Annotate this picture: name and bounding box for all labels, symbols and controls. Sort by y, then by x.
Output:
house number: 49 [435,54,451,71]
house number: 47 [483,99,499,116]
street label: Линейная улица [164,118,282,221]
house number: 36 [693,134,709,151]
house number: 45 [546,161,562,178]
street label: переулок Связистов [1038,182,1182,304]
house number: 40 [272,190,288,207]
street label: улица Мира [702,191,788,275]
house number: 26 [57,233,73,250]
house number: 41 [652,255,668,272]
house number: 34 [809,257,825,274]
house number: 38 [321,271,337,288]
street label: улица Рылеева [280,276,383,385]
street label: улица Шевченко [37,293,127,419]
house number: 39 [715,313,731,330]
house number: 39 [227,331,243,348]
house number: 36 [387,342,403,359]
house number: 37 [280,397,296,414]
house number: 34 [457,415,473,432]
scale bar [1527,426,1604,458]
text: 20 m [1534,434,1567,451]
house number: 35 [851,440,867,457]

* * *

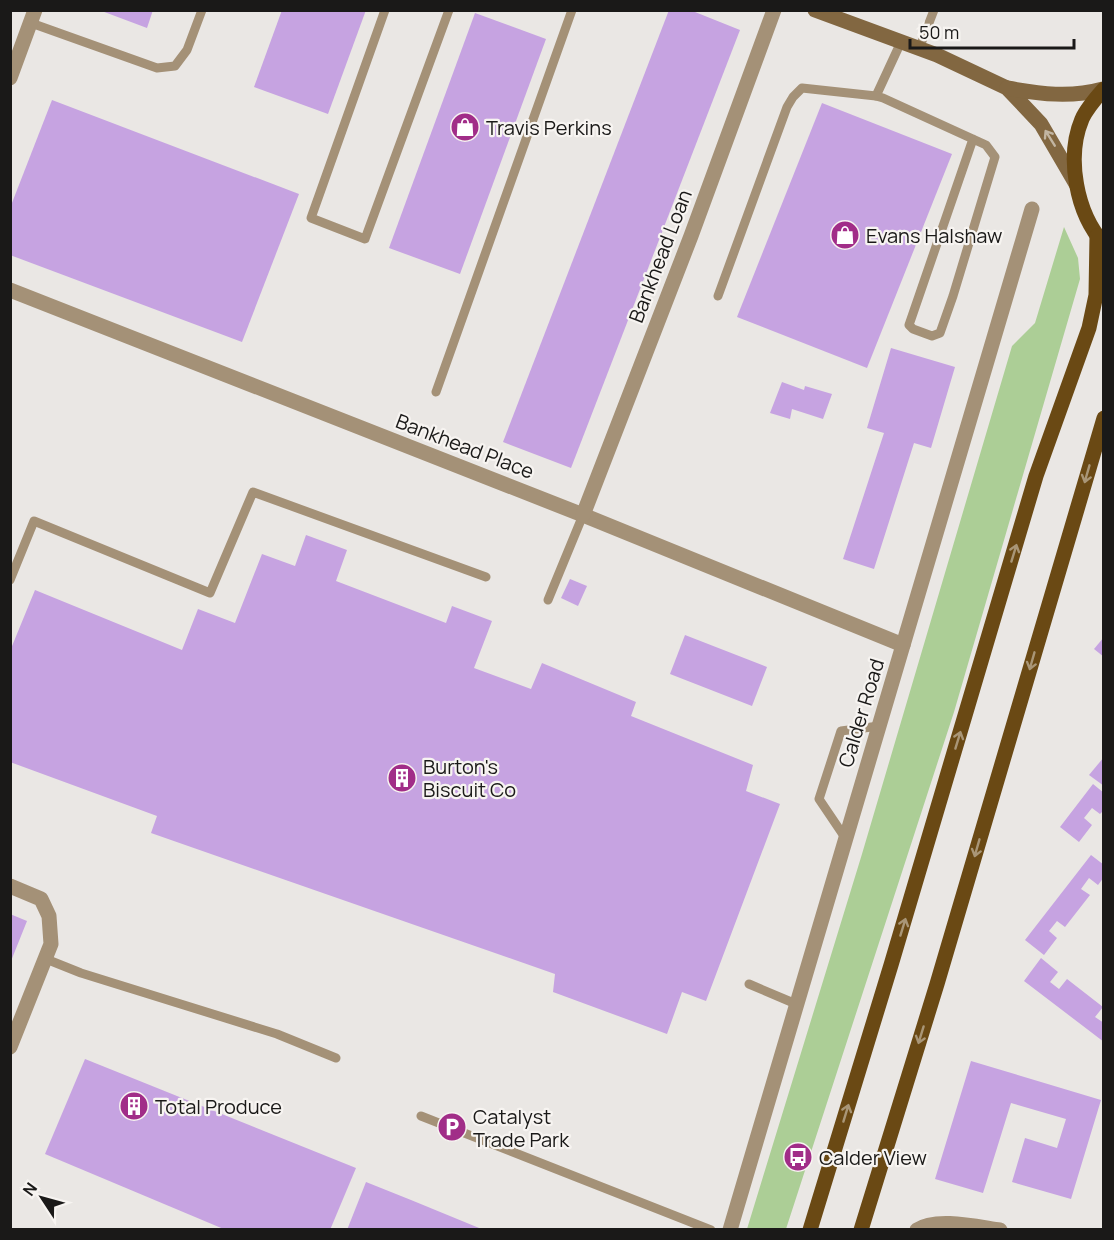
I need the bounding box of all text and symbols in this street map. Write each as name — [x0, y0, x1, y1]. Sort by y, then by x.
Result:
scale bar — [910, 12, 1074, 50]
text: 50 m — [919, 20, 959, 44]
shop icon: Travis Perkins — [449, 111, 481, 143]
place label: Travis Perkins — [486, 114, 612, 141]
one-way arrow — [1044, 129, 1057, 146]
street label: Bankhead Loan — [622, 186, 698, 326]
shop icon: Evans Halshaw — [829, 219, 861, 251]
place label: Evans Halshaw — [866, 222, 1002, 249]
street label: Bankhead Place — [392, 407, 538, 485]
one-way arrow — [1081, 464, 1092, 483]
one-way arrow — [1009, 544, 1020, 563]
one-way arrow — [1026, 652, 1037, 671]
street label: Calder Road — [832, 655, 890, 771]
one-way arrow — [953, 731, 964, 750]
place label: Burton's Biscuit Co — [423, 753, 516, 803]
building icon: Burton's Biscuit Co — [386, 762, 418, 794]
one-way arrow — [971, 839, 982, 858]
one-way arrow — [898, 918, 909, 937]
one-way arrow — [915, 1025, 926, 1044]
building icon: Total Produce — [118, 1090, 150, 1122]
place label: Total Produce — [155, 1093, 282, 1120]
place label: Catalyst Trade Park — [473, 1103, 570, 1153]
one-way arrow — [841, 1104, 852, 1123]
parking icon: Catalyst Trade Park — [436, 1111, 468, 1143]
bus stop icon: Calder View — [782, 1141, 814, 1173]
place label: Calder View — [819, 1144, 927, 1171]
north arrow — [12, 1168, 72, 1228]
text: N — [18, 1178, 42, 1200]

Action item:
Please report all lines in the entries where "Biscuit" appears.

Solution for this problem:
place label: Burton's Biscuit Co — [423, 753, 516, 803]
building icon: Burton's Biscuit Co — [386, 762, 418, 794]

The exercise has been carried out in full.